Tracer

An experimental tracing framework for Python.

Some code snippets: FillPages, an AVX2-optimized assembly routine for filling pages with a particular byte pattern. InjectionThunk, an assembly routine used for remote process code injection -- includes support for injection events and shared memory as well. PrefixSearchStringTable, an AVX2-optimized routine for searching whether or not a given string prefix-matches a set of strings in a custom string table. RegisterFrame, the main frame registration routine used by the Python tracing component.

Introduction

Motivation, Existing Works

The Tracer project was inspired by consulting work in New York city. Often, I was tasked with joining a team with an existing, large code base, and improving performance. Alternatively, new code would be written that would exhibit poor performance, and assistance was required to determine why.

I had been using three tools: the existing Python profiling functionality (cProfile), a line profiler (kernprof), and Visual Studio's Python profiling feature.

cProfile is cumulative in nature. Call sites are recorded and functions are depicted by way of both number of calls and cumulative call time. It is useful for detecting "red flag" performance problems -- an example I saw in real life was 30% of execution time being spent in gc.collect(). This is indicative of pathological performance problems, and was traced to some pandas behavior regarding temporary assignments.

For long-running, batch-oriented programs, though, where there are no pathological corner cases, the usefulness of cProfile diminishes. It becomes hard to distinguish signal from noise with regards to the cumulative call counts and function time. Additionally, cProfile only captures function call entry and exit times -- it doesn't do line profiling, and thus, won't be able to depict abnormally expensive lines within a routine (this can be common with NumPy and Pandas; a seemingly innocuous line will actually have a very high overhead behind the scenes).

A line profiling tool exists called kernprof. This enables line tracing in the Python interpreter, which can depict the cost of each line within a given function call. This is useful for identifying why a large function is exhibiting poor performance. However, it requires knowing the problematic function ahead of time. Functions must be programmatically "registered" for line-tracing at runtime. This quickly becomes very tedious for large code bases, especially if you're unfamiliar with the code base, and thus, not sure which functions should be inspected closer and which should be ignored.

The Python Tools for Visual Studio component has a custom Python profiling feature which actually leverages the underlying Visual Studio performance profiling functionality. It depicts richer call stack information, which allows visually identifying problematic areas in a much easier fashion than the other two tools. However, the overhead incurred by the profiler is significant -- something that took 5 minutes to run could take hours to run when being profiled. Additionally, the time taken to process the saved profile data would also be quite significant.

Each tool has various pros and cons.

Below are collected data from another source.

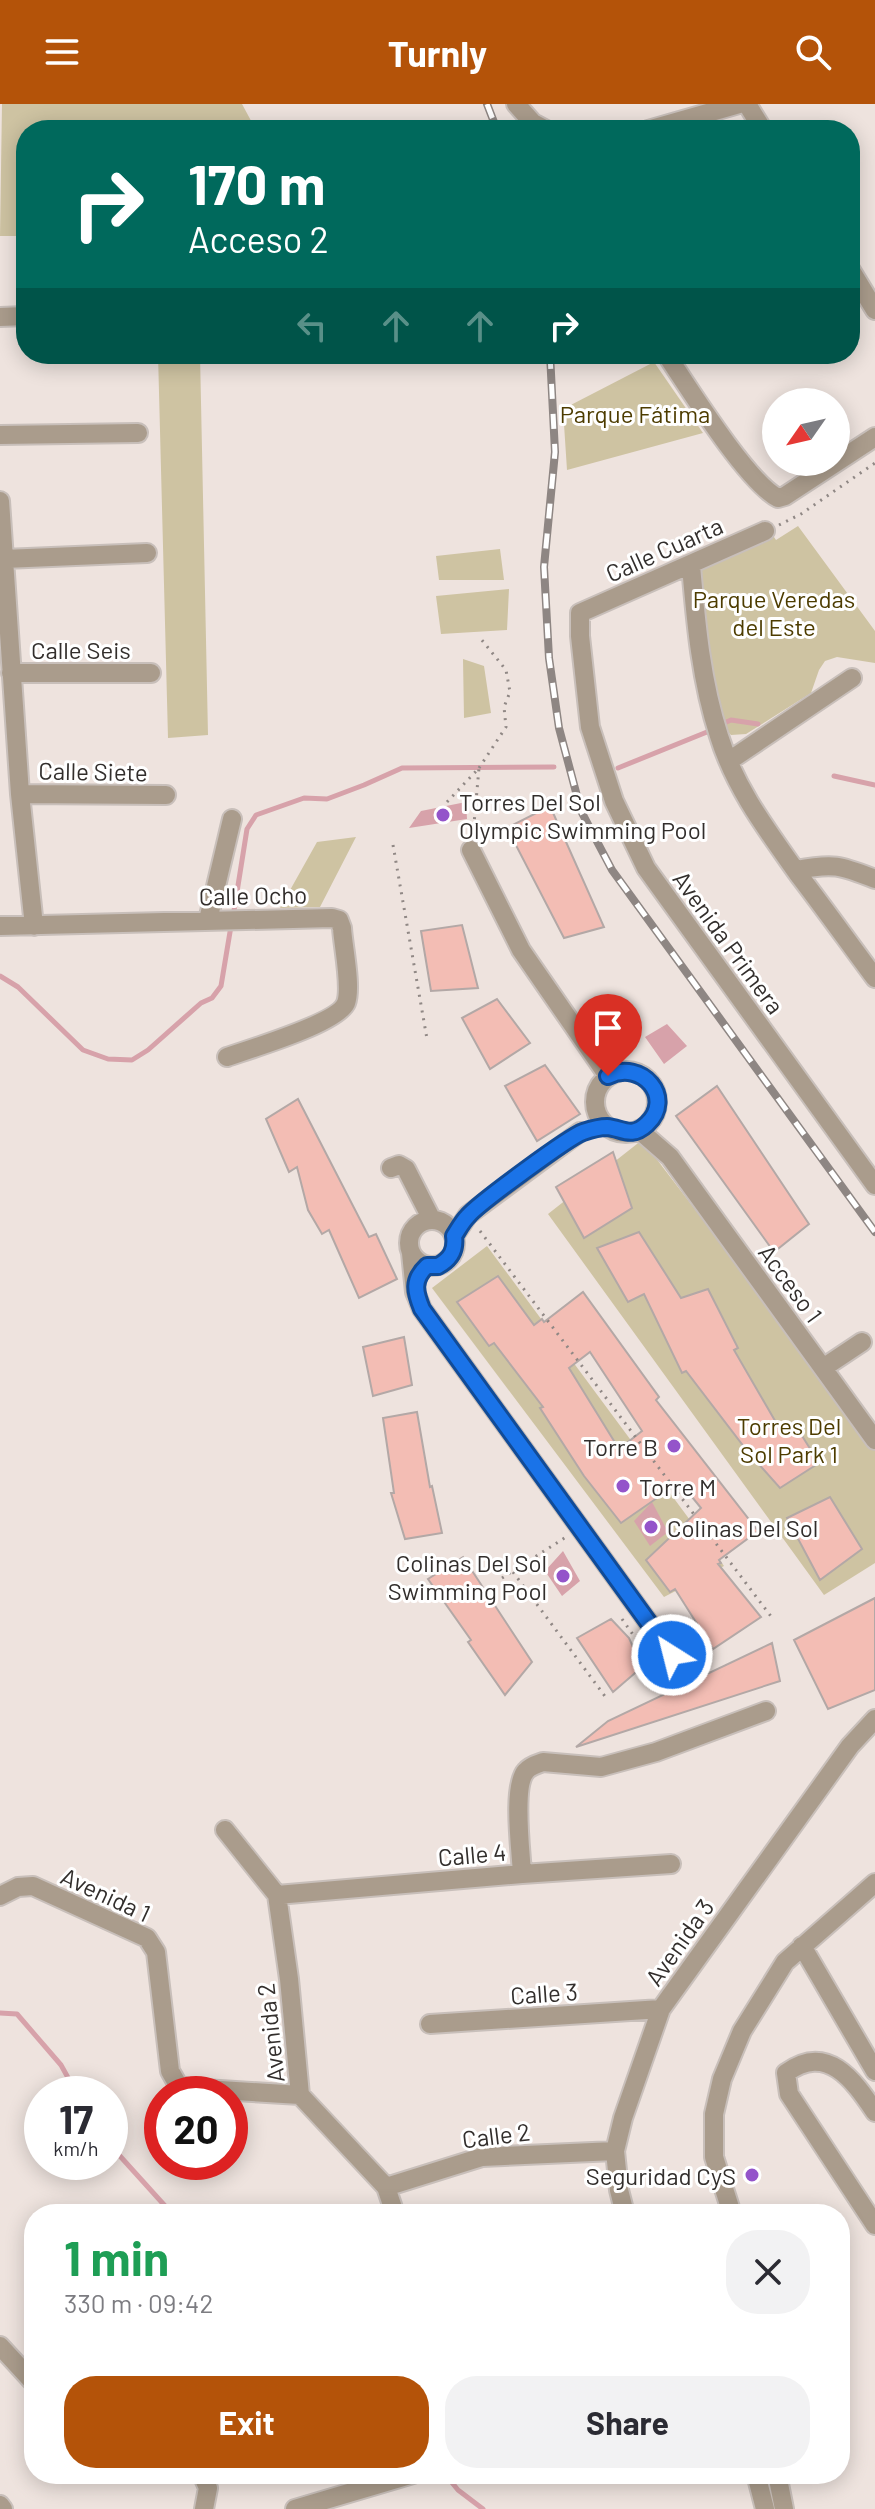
<!DOCTYPE html>
<meta charset="utf-8">
<style>
body{margin:0;font-family:Barlow,sans-serif;background:#f2f2f3;color:#2b2b33;height:100vh;display:flex;flex-direction:column;font-size:30px;white-space:nowrap}
*{box-sizing:border-box;margin:0}
p{font-size:26px;color:#7c7c81}
.icon{flex:none;width:44px;height:44px;fill:none;stroke:currentColor;stroke-width:2;stroke-linecap:round;stroke-linejoin:round}
.map{position:relative;flex:1;overflow:hidden}
.details{position:absolute;left:24px;top:2100px;width:826px;height:280px;display:flex;flex-direction:column;background:#fff;border-radius:32px;box-shadow:0 4px 20px #0003}
.details>*{flex:none}
.guide{position:absolute;left:16px;top:16px;width:844px;height:244px;border-radius:32px;box-shadow:0 4px 20px #0003;background:#00695c;color:#fff;overflow:hidden}
.needle{width:52px;rotate:236deg}
.buttons{position:absolute;left:762px;top:284px;display:grid;gap:16px}
.buttons a{display:grid;place-items:center;width:88px;height:88px;border-radius:50%;background:#fff;box-shadow:0 4px 20px #0003;font-size:40px}
.speed{position:absolute;left:24px;top:1972px;display:flex;gap:16px;font-size:40px;font-weight:700;text-align:center}
.speed>*{display:grid;place-content:center;width:104px;height:104px;border-radius:50%;background:#fff;box-shadow:0 4px 20px #0003;line-height:1}
.speed small{font-size:20px;font-weight:400}
.speed .limit{border:12px solid #d22;background:#fff;color:#111}
.pin{position:absolute;display:grid;place-items:center;width:68px;height:68px;color:#fff;margin:-82px -34px;border-radius:50% 50% 50% 0;rotate:-45deg;box-shadow:0 0 8px #0007}
.pin .icon{rotate:45deg}
.me{position:absolute;width:88px;margin:-44px;rotate:324deg;stroke-linejoin:round;filter:drop-shadow(0 0 6px #0008)}
.turn{display:flex;align-items:center;gap:28px;height:168px;padding:0 40px;font-size:36px}
.turn .icon{width:104px;height:104px;stroke-width:2.5}
.turn b{display:block;font-size:56px;line-height:68px}
.lanes{display:flex;align-items:center;height:76px;padding:0 40px;background:#0003;justify-content:center;gap:40px;direction:ltr}
.lanes .off{opacity:.35}
.round{display:grid;place-items:center;flex:none;width:84px;height:84px;border-radius:32px;background:#f2f2f3}
.headline{display:flex;align-items:center;justify-content:space-between;height:136px;padding:0 40px}
h1{font-size:48px;font-weight:700;line-height:60px;color:#1e9e55}
.primary-button{display:flex;gap:16px;margin-top:auto;padding:16px 40px}
.primary-button a{flex:1;height:92px;border-radius:32px;background:#b45309;color:#fff;font-size:32px;font-weight:700;line-height:92px;text-align:center}
.primary-button a+a{background:#f2f2f3;color:#2b2b33}
header{display:flex;justify-content:space-between;align-items:center;height:104px;padding:0 40px;background:#b45309;color:#fff;font-size:36px;font-weight:700}
.map>svg:first-child{display:block}
.green{fill:#cec3a2}
.water{fill:#d7a2aa}
.lines{fill:none;stroke-linecap:round;stroke-linejoin:round}
.stream{stroke:#d7a2aa;stroke-width:5}
.building{fill:#f3bdb4;stroke:#b3a8a6;stroke-width:2;fill-rule:evenodd}
.minor-casing{stroke:#c8bfba;stroke-width:22}
.path{stroke:#908885;stroke-width:3;stroke-dasharray:2 6;stroke-linecap:butt}
.minor{stroke:#aa9c8c;stroke-width:18}
.rail-casing{stroke:#8e8683;stroke-width:8}
.rail{stroke:#fff;stroke-width:5;stroke-dasharray:15;stroke-linecap:butt}
.route-casing{stroke:#114b97;stroke-width:20}
.route{stroke:#1a73e8;stroke-width:14}
.poi-dot{fill:#9454ca;stroke:#fff;stroke-width:3}
.labels{text-anchor:middle;dominant-baseline:central;stroke-width:6;stroke-linejoin:round;paint-order:stroke}
.park-label{font-size:24px;fill:#4d3c00;stroke:#fff}
.street-label{font-size:24px;fill:#322e2c;stroke:#fff}
.poi-label{font-size:24px;fill:#322e2c;stroke:#fff;text-anchor:start}
</style>
<header><svg class="icon" aria-label="menu" viewBox="0 0 24 24"><path d="M4 6h16M4 12h16M4 18h16"/></svg>Turnly<svg class="icon" aria-label="search" viewBox="0 0 24 24"><circle cx="10" cy="10" r="6"/><path d="M15 15l6 6"/></svg></header>
<div class="map">
<svg width="875" height="2405" viewBox="0 0 875 2405">
<rect width="100%" height="100%" fill="#eee3de"/>
<!-- green -->
<path class="green" d="M 2,0 L 242,0 L 256,26 L 26,26 L 26,132 L 0,132 Z
M 158,250 L 200,250 L 208,631 L 168,634 Z
M 654,258 L 703,329 L 567,366 L 563,305 Z
M 798,422 L 875,527 L 875,559 L 837,553 L 825,557 L 819,566 L 811,589 L 746,630 L 731,631 C 707,603 703,502 700,464 L 772,430 L 776,436 Z
M 500,445 L 504,476 L 439,476 L 436,452 Z
M 509,485 L 507,526 L 441,530 L 436,492 Z
M 463,555 L 484,562 L 491,609 L 464,614 Z
M 356,733 L 320,803 L 280,804 L 317,738 Z
M 642,1036 L 875,1341 L 875,1459 L 824,1491 L 548,1110 Z
M 487,1142 L 724,1462 L 664,1493 L 432,1184 Z"/>
<!-- water -->
<path class="water" d="M 466,698 L 467,715 L 409,724 L 421,707 Z
M 667,920 L 687,942 L 664,960 L 645,933 Z
M 652,1398 L 668,1428 L 650,1442 L 634,1417 Z
M 563,1447 L 580,1477 L 562,1492 L 545,1467 Z"/>
<g class="lines">
<!-- stream -->
<path class="stream" d="M 724,619 L 731,616 L 758,620
M 618,664 L 707,628
M 834,672 L 875,681
M 233,813 L 247,725 L 256,711 L 304,694 L 327,695 L 364,681 L 402,664 L 554,663
M 0,872 L 18,883 L 83,946 L 108,955 L 132,956 L 148,946 L 201,899 L 212,894 L 221,882 L 231,822
M 0,1909 L 17,1910 L 61,1961 L 77,1990
M 110,2041 L 166,2103 L 179,2110
M 445,2370 L 458,2386 L 483,2405"/>
</g>
<!-- building -->
<path class="building" d="M 550,702 L 604,823 L 564,834 L 507,724 Z
M 462,821 L 478,884 L 431,887 L 421,827 Z
M 497,895 L 530,939 L 490,965 L 462,914 Z
M 545,961 L 580,1010 L 537,1037 L 505,982 Z
M 717,982 L 809,1120 L 774,1148 L 676,1012 Z
M 298,995 L 369,1133 L 376,1130 L 397,1175 L 359,1194 L 329,1126 L 322,1130 L 308,1106 L 297,1063 L 289,1068 L 266,1015 Z
M 613,1048 L 632,1104 L 584,1134 L 556,1083 Z
M 639,1128 L 681,1194 L 708,1185 L 738,1244 L 734,1246 L 781,1327 L 794,1319 L 819,1359 L 780,1384 L 748,1348 L 686,1267 L 682,1269 L 644,1190 L 628,1198 L 597,1144 Z
M 498,1172 L 534,1221 L 542,1215 L 544,1218 L 583,1188 L 659,1293 L 656,1296 L 758,1427 L 719,1456 L 721,1459 L 718,1460 L 761,1513 L 713,1545 L 675,1485 L 670,1488 L 646,1456 L 701,1404 L 680,1378 L 621,1419 L 584,1372 L 540,1304 L 543,1303 L 494,1239 L 489,1242 L 457,1198 ZM 590,1248 L 642,1327 L 619,1345 L 569,1264 Z
M 404,1233 L 412,1281 L 373,1292 L 363,1243 Z
M 417,1308 L 430,1383 L 432,1382 L 442,1429 L 405,1435 L 391,1389 L 394,1389 L 383,1314 Z
M 830,1393 L 862,1445 L 820,1476 L 787,1414 Z
M 463,1453 L 532,1558 L 505,1591 L 468,1538 L 471,1536 L 428,1475 Z
M 875,1494 L 875,1586 L 828,1605 L 794,1536 Z
M 611,1515 L 629,1534 L 642,1563 L 613,1588 L 577,1534 Z
M 772,1539 L 780,1577 L 576,1643 L 608,1617 Z"/>
<g class="lines">
<!-- minor casing -->
<g class="minor-casing">
<path id="minor" d="M 516,0 L 533,19 L 546,26
M 747,0 L 763,26
M 648,26 L 739,0
M 850,165 L 875,206
M 0,213 L 26,212
M 666,250 C 688,283 747,378 778,394 L 785,392 L 875,333
M 0,331 L 138,329
M 0,397 L 20,690 L 34,822
M 765,427 L 580,509 L 580,532 L 590,623 L 614,697 L 646,764 L 875,1081
M 4,455 L 147,449
M 691,462 C 696,519 701,577 719,632 C 735,684 767,726 798,770 C 824,804 849,839 875,874
M 11,569 L 151,569
M 729,657 L 852,574
M 20,690 L 166,691
M 471,746 L 521,846 L 608,972
M 796,766 C 833,759 840,761 875,775
M 208,816 L 232,715
M 0,822 L 332,814 L 339,816 L 342,824 C 343,842 352,883 346,899 C 338,919 250,945 227,953
M595 998a31 31 0 1 1 62 0a31 31 0 1 1-62 0Z
M 639,1026 L 670,1053 L 875,1336
M 391,1064 L 399,1061 L 406,1065 L 432,1116
M409 1139a23 23 0 1 1 46 0a23 23 0 1 1-46 0Z
M 454,1132 L 468,1111 L 580,1028
M 411,1149 L 415,1188 L 422,1205 L 672,1551
M 823,1264 L 862,1238
M 225,1726 L 277,1791 L 289,1875 L 300,1991 L 386,2083 L 395,2110
M 522,1770 C 521,1748 512,1682 526,1667 C 530,1662 537,1660 543,1658 L 601,1663 L 656,1648 L 766,1607
M 277,1791 L 522,1770 L 671,1760
M 0,1792 L 18,1783 L 33,1782 L 147,1834 L 156,1848 L 170,1967 L 178,1981 L 188,1984 L 300,1991
M 802,1842 L 875,1967
M 430,1920 L 661,1905
M 875,2008 C 853,1975 827,1939 786,1969 L 789,1990 L 875,2121
M 386,2083 L 482,2053 L 615,2047
M 625,2110 L 619,2086 L 615,2047 L 623,2014 L 661,1905 L 850,1642 L 875,1615
M 732,2110 L 714,2053 L 714,2010 L 722,1975 L 742,1927 L 785,1858 L 875,1779
M 0,2242 L 34,2279
M 202,2370 L 208,2384 L 204,2405
M 756,2370 L 765,2405
M 777,2370 L 784,2405
M 0,2401 L 3,2405
M 295,2405 L 413,2370"/>
</g>
<!-- path -->
<path class="path" d="M 779,421 L 801,410 L 875,359
M 479,664 L 506,623 L 504,603 L 510,588 L 506,566 L 481,535
M 447,698 L 479,664 L 473,731
M 393,741 L 427,935
M 480,1127 L 773,1515
M 432,1169 L 449,1160 L 456,1150
M 513,1468 L 607,1595
M 502,1474 L 566,1433
M 622,1515 L 662,1572"/>
<!-- minor -->
<use href="#minor" class="minor"/>
<!-- rail casing -->
<g class="rail-casing">
<path id="rail" d="M 487,0 L 497,26
M 550,250 L 555,348 L 544,463 L 549,554 L 559,624 L 581,707 L 612,766 L 875,1128"/>
</g>
<!-- rail -->
<use href="#rail" class="rail"/>
</g>
<g class="lines">
<!-- route casing -->
<g class="route-casing">
<path id="route" d="M 608,972 C 642,955 675,994 647,1020 C 631,1035 622,1024 607,1023 C 601,1023 589,1026 583,1028 C 569,1033 479,1099 468,1112 C 462,1118 458,1126 454,1132 C 456,1146 451,1155 438,1162 L 427,1162 C 412,1176 415,1188 422,1205 L 672,1551"/>
</g>
<!-- route -->
<use href="#route" class="route"/>
</g>
<!-- markers -->
<g class="poi-dot">
<circle cx="443" cy="711" r="8"/>
<circle cx="674" cy="1342" r="8"/>
<circle cx="623" cy="1382" r="8"/>
<circle cx="651" cy="1423" r="8"/>
<circle cx="563" cy="1472" r="8"/>
<circle cx="752" cy="2071" r="8"/>
</g>
<g class="labels">
<!-- park labels -->
<g class="park-label">
<text x="635" y="309">Parque Fátima</text>
<text x="774" y="494">Parque Veredas<tspan x="774" dy="28">del Este</tspan></text>
<text x="789" y="1321">Torres Del<tspan x="789" dy="28">Sol Park 1</tspan></text>
</g>
<!-- street labels -->
<g class="street-label">
<text transform="translate(664 445) rotate(-24)">Calle Cuarta</text>
<text x="81" y="545">Calle Seis</text>
<text transform="translate(93 667) rotate(1)">Calle Siete</text>
<text transform="translate(253 791) rotate(-1)">Calle Ocho</text>
<text transform="translate(729 838) rotate(54)">Avenida Primera</text>
<text transform="translate(791 1179) rotate(54)">Acceso 1</text>
<text transform="translate(472 1750) rotate(-5)">Calle 4</text>
<text transform="translate(106 1790) rotate(25)">Avenida 1</text>
<text transform="translate(679 1838) rotate(-55)">Avenida 3</text>
<text transform="translate(544 1889) rotate(-4)">Calle 3</text>
<text transform="translate(270 1929) rotate(-96)">Avenida 2</text>
<text transform="translate(496 2031) rotate(-7)">Calle 2</text>
</g>
<!-- poi labels -->
<g class="poi-label">
<text x="459" y="697">Torres Del Sol<tspan x="459" dy="28">Olympic Swimming Pool</tspan></text>
<text x="658" y="1342" text-anchor="end">Torre B</text>
<text x="639" y="1382">Torre M</text>
<text x="667" y="1423">Colinas Del Sol</text>
<text x="547" y="1458" text-anchor="end">Colinas Del Sol<tspan x="547" dy="28">Swimming Pool</tspan></text>
<text x="736" y="2071" text-anchor="end">Seguridad CyS</text>
</g>
</g>
</svg>
<div class="buttons">
<a><svg class="needle" viewBox="-14 -14 28 28"><path d="M0-13l5 13h-10z" fill="#e53935"/><path d="M0 13l5-13h-10z" fill="#7c7c81"/></svg></a>
</div>
<div class="speed"><div>17<small>km/h</small></div><div class="limit">20</div></div>
<div class="pin" style="left:608px;top:972px;background:#d93025"><svg class="icon" aria-label="arrive" viewBox="0 0 24 24"><path d="M6 21V4h12l-3 4 3 4H6"/></svg></div>
<svg class="me" style="left:672px;top:1551px" viewBox="-20 -20 40 40"><circle r="17" fill="#1a73e8" stroke="#fff" stroke-width="3"/><path d="M0-11L8 9 0 5-8 9z" fill="#fff"/></svg>
<div class="guide">
<div class="turn"><svg class="icon" aria-label="right" viewBox="0 0 24 24"><path d="M7 20v-9h11M14 6l5 5-5 5"/></svg><div><b>170 m</b>Acceso 2</div></div>
<div class="lanes"><svg class="icon off" aria-label="left" viewBox="0 0 24 24"><path d="M17 20v-9H6M10 6l-5 5 5 5"/></svg><svg class="icon off" aria-label="ahead" viewBox="0 0 24 24"><path d="M12 20V5M6 11l6-6 6 6"/></svg><svg class="icon off" aria-label="ahead" viewBox="0 0 24 24"><path d="M12 20V5M6 11l6-6 6 6"/></svg><svg class="icon" aria-label="right" viewBox="0 0 24 24"><path d="M7 20v-9h11M14 6l5 5-5 5"/></svg></div>
</div>
<section class="details">
<div class="headline"><div><h1>1 min</h1><p>330 m · 09:42</p></div><a class="round"><svg class="icon" aria-label="close" viewBox="0 0 24 24"><path d="M6 6l12 12M18 6L6 18"/></svg></a></div>
<div class="primary-button"><a>Exit</a><a>Share</a></div>
</section>
</div>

The source code is actually available for all three, and subsequent study proved quite beneficial in identifying approaches to various problems that were worth adopting, as well as areas where some improvements could be made if a more sophisticated architecture was put in place.

The use of splay-trees by the cProfile component interested me. The code responsible for registering new Python functions heavily uses the NT kernel's generic table APIs, which use splay trees behind the scenes.

I wanted to design something that supported line-level tracing at the Python module level. For a given project, there were only ever a couple of top-level Python module names I was interested in. Being able to specify a module prefix name (e.g. numpy, pandas and myprojectfoo) and ignoring everything else was important. This lead to the development of the StringTable component, which is an AVX2 accelerated prefix string matching algorithm geared specifically toward the needs of the tracing project.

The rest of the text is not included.